2. However, only 68 percent of IT leaders and only 40 percent of IT professionals believe their organizations' succession management plans are effective in achieving their desired results.
3. Forty-nine percent of IT leaders and 57 percent of IT professionals indicated that either no formal succession management plan exists or are unsure if one exists in their organization.
4. According to most respondents, succession planning drops precipitously with lower management and key line positions. Only 38 percent of IT leaders and 20 percent of IT professionals indicated that succession planning takes place in lower management positions in their organization. In addition, only 22 percent of IT leaders and 16 percent of IT professionals indicated that succession planning takes place for key line positions, such as security and engineering, in their organization.

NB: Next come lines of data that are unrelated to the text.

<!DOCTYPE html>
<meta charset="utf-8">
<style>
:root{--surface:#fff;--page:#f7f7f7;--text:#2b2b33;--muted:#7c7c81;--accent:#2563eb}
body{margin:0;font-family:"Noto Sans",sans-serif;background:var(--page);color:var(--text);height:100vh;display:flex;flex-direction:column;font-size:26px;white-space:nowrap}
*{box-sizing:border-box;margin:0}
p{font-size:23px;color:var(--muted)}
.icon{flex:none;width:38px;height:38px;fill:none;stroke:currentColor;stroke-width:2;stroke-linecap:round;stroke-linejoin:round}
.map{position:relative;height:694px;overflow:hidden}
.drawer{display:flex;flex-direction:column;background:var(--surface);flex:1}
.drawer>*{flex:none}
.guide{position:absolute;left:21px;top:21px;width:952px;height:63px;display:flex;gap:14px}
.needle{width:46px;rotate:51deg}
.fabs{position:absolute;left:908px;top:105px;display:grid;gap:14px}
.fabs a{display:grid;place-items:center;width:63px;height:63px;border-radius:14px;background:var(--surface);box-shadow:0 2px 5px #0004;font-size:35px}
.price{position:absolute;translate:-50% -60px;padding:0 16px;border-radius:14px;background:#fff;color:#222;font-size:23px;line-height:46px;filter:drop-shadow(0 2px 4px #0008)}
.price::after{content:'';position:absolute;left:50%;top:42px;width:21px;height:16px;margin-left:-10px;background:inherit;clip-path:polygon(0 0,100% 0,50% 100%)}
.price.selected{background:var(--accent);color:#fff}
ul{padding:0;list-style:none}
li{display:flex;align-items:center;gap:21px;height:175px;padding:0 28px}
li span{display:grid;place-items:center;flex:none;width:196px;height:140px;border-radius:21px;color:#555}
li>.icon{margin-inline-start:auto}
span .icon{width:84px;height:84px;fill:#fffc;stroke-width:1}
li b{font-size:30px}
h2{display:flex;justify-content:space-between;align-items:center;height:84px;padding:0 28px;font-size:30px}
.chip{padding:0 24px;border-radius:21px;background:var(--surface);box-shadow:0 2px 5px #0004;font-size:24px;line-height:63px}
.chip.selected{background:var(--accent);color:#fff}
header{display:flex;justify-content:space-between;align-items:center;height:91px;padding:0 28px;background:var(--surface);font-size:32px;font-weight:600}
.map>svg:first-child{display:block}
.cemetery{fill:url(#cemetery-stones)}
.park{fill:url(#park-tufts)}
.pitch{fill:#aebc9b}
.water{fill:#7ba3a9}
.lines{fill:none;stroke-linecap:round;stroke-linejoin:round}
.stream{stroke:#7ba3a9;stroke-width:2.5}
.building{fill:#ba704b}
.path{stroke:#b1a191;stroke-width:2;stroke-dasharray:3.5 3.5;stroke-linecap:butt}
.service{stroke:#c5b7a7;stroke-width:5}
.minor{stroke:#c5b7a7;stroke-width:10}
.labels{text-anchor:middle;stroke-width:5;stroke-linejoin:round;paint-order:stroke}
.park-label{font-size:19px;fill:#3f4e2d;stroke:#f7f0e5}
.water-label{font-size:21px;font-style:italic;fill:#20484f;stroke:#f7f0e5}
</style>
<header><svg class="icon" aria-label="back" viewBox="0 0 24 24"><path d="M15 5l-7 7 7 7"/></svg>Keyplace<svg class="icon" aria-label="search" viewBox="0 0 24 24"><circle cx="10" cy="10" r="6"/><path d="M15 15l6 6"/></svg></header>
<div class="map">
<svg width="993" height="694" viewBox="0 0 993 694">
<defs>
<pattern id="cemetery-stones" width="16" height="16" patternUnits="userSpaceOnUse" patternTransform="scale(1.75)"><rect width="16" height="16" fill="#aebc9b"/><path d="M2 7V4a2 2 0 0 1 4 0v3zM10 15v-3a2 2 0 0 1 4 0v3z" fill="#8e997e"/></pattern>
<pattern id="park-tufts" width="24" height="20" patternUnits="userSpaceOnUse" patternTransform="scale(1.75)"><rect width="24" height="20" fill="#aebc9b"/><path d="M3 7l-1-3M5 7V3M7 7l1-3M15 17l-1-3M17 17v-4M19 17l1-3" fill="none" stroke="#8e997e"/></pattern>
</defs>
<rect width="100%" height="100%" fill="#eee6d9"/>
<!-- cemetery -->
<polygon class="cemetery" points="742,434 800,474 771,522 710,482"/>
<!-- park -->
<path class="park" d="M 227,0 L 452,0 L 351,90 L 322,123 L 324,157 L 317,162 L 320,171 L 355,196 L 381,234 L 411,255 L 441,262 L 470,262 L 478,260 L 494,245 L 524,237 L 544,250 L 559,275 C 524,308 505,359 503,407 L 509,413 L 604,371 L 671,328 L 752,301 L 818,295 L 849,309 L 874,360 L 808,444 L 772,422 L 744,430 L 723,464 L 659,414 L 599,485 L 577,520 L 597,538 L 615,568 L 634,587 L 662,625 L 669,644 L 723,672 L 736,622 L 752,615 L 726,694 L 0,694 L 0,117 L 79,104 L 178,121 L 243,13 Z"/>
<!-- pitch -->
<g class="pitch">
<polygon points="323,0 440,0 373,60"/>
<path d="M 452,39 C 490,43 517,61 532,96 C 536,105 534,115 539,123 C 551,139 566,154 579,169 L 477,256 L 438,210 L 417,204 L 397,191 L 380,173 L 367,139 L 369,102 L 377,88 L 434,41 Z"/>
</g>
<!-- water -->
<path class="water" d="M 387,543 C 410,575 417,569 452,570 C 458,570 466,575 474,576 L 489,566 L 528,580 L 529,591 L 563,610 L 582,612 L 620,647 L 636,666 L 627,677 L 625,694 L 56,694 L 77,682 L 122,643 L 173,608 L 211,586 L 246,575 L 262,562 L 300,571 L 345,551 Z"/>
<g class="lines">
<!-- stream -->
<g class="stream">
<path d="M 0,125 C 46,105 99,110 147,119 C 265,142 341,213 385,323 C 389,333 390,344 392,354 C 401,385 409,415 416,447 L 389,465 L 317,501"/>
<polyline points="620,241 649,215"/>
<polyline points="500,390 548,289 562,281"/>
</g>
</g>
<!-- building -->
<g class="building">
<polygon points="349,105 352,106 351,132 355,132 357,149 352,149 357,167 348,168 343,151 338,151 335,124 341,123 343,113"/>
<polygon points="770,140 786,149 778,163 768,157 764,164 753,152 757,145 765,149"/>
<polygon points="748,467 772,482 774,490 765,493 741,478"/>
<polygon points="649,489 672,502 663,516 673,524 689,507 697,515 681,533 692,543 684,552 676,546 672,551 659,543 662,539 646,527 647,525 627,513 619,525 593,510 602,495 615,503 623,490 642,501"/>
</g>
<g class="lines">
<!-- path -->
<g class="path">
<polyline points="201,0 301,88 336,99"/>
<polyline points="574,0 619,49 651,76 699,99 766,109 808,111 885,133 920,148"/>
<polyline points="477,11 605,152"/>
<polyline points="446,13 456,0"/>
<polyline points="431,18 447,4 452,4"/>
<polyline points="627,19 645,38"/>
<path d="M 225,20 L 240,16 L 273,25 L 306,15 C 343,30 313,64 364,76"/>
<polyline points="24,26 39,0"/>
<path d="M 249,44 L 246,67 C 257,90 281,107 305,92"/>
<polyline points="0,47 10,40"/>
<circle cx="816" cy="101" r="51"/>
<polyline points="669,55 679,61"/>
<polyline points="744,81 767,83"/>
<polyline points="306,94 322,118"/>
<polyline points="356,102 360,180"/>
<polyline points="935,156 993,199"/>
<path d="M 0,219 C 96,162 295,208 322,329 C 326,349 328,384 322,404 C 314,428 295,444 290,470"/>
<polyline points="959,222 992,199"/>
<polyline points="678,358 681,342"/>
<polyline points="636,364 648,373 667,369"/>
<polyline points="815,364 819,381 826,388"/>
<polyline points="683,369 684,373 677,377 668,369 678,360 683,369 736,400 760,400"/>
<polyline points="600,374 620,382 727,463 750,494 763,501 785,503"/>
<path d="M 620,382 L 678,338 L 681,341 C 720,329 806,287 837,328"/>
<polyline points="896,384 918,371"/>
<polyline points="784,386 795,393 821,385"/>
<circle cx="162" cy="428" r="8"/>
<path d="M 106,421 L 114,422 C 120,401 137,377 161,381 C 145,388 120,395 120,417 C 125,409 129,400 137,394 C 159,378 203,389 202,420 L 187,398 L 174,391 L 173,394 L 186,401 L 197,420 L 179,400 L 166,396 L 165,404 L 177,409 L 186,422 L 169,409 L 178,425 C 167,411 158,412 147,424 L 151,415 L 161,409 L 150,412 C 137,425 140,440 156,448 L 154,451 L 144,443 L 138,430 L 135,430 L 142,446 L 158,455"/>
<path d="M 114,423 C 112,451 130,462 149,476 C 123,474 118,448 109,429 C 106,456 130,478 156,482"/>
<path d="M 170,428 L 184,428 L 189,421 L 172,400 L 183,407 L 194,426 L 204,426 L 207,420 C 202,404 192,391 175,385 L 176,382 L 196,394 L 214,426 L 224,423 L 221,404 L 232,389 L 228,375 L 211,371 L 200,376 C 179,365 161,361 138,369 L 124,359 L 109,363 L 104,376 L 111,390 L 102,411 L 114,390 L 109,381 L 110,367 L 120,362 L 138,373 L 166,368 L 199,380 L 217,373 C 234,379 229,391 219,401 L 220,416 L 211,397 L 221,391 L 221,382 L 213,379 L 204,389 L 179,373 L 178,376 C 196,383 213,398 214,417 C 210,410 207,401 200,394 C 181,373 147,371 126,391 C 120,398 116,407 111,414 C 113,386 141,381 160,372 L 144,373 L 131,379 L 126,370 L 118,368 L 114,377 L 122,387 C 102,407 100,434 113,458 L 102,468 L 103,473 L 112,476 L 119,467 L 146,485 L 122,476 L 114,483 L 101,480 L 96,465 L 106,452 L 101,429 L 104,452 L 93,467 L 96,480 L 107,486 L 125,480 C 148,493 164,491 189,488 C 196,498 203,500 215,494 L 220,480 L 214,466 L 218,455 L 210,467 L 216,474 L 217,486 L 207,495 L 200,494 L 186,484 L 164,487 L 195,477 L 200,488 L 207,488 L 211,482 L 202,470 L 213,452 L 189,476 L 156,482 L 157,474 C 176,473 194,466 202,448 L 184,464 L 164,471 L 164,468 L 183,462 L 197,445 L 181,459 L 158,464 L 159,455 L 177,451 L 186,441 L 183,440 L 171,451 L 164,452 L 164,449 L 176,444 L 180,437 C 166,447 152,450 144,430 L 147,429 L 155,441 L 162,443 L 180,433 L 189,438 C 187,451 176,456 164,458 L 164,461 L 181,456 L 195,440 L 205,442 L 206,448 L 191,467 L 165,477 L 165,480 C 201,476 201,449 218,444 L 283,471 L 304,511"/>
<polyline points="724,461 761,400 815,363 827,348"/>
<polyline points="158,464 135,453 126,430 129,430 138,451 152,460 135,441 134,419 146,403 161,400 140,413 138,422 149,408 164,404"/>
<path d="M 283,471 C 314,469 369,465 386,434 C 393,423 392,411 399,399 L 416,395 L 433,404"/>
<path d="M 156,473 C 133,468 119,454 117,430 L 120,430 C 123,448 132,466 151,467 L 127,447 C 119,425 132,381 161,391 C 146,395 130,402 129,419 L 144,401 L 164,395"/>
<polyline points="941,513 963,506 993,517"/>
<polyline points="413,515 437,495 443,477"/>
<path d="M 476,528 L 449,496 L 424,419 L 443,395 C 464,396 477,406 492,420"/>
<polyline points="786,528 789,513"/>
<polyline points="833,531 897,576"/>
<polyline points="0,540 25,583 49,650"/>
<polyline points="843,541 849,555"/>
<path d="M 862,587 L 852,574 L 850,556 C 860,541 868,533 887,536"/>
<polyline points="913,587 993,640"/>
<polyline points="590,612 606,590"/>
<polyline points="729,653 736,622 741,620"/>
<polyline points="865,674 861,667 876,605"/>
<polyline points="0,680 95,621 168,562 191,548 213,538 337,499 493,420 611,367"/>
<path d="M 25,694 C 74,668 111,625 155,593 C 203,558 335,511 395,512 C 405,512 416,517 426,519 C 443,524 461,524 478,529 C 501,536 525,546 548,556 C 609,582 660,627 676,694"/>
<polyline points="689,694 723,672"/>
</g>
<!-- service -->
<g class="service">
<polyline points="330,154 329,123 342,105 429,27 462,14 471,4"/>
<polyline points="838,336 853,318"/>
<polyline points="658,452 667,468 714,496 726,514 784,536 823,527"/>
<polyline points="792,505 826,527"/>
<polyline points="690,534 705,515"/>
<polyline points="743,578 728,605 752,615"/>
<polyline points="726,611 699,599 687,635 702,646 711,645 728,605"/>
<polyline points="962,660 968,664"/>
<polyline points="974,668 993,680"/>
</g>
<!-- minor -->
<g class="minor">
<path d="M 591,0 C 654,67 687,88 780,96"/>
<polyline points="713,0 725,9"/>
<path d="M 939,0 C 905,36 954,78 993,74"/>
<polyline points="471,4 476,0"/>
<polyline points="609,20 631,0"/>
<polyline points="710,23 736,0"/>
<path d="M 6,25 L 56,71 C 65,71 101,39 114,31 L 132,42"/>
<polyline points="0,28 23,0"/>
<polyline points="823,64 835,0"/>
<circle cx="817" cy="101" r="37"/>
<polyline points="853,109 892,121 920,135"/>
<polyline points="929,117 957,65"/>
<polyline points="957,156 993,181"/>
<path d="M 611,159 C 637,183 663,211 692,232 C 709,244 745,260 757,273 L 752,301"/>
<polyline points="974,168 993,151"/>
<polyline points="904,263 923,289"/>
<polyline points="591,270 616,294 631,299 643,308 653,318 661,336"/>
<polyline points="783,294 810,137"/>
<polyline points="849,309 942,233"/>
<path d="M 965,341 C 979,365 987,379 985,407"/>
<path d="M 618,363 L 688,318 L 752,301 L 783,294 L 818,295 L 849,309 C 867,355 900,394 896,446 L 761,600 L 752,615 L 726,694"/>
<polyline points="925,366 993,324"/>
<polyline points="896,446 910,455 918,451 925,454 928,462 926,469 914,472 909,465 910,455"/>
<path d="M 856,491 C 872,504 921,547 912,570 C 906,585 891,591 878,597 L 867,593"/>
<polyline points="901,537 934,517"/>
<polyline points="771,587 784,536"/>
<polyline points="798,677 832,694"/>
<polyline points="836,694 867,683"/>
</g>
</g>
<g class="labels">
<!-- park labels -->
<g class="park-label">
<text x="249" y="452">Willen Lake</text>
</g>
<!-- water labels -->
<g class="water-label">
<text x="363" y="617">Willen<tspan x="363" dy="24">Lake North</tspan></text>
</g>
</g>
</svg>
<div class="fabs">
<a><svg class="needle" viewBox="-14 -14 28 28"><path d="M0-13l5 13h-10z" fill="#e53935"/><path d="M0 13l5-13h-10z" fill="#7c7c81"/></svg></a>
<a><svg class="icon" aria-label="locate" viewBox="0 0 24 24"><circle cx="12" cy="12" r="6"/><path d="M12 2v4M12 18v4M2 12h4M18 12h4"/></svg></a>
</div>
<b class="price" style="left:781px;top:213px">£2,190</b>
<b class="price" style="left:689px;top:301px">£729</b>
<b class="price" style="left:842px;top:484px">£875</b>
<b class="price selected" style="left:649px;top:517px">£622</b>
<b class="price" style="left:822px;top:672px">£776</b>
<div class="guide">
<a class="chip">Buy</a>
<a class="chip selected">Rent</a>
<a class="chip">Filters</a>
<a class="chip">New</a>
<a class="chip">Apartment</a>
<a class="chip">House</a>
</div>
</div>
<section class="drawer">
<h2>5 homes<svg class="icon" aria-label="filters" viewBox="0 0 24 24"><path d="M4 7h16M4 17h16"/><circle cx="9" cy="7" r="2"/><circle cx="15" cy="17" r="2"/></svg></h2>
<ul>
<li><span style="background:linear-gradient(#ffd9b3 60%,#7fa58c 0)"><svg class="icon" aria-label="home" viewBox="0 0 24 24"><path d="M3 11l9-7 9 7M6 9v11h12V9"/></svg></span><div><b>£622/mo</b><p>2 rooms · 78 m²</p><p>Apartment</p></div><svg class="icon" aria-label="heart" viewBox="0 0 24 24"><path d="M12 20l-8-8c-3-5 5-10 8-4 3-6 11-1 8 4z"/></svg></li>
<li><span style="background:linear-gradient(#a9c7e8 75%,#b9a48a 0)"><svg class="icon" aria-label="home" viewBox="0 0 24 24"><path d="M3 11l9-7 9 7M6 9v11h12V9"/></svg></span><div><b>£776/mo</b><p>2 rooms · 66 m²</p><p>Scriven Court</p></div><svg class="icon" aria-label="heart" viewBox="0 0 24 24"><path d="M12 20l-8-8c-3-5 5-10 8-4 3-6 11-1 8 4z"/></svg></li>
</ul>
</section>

5. Both groups report that a lack of communication negatively affects the succession planning programs in their organization. Eight-two percent of IT leaders and 79 percent of IT professionals indicated that the succession planning program is not discussed frequently enough.
6. Fifty-two percent of IT professionals do not believe that criteria for a high-potential employee are clearly defined by their organization.
7. Seventy-nine percent of IT leaders and 78 percent of IT professionals indicated that the lack of succession management measurement or evaluation negatively affects the succession management plans in their organization.
The report offered four recommendations:
1. Implement a plan.
Ensure that the succession management plan is for all key levels of the organization, not just senior level roles, and that high-potential employees are intimately involved in the process.
2. Clearly define the criteria for high-potential employees.
By establishing the qualities needed for success, organizations can better select strong leaders, and employees will know what skills and behaviors are needed.
3. Be transparent.
Communicate the plan to your internal employees, and promote the plan to your external recruits.
4. Review your succession plan.
A succession plan should be reviewed at least annually in order to ensure that you are taking new and strategic business needs into account, and that you are attracting and developing your employees with the skills that your organization needs in order to be successful.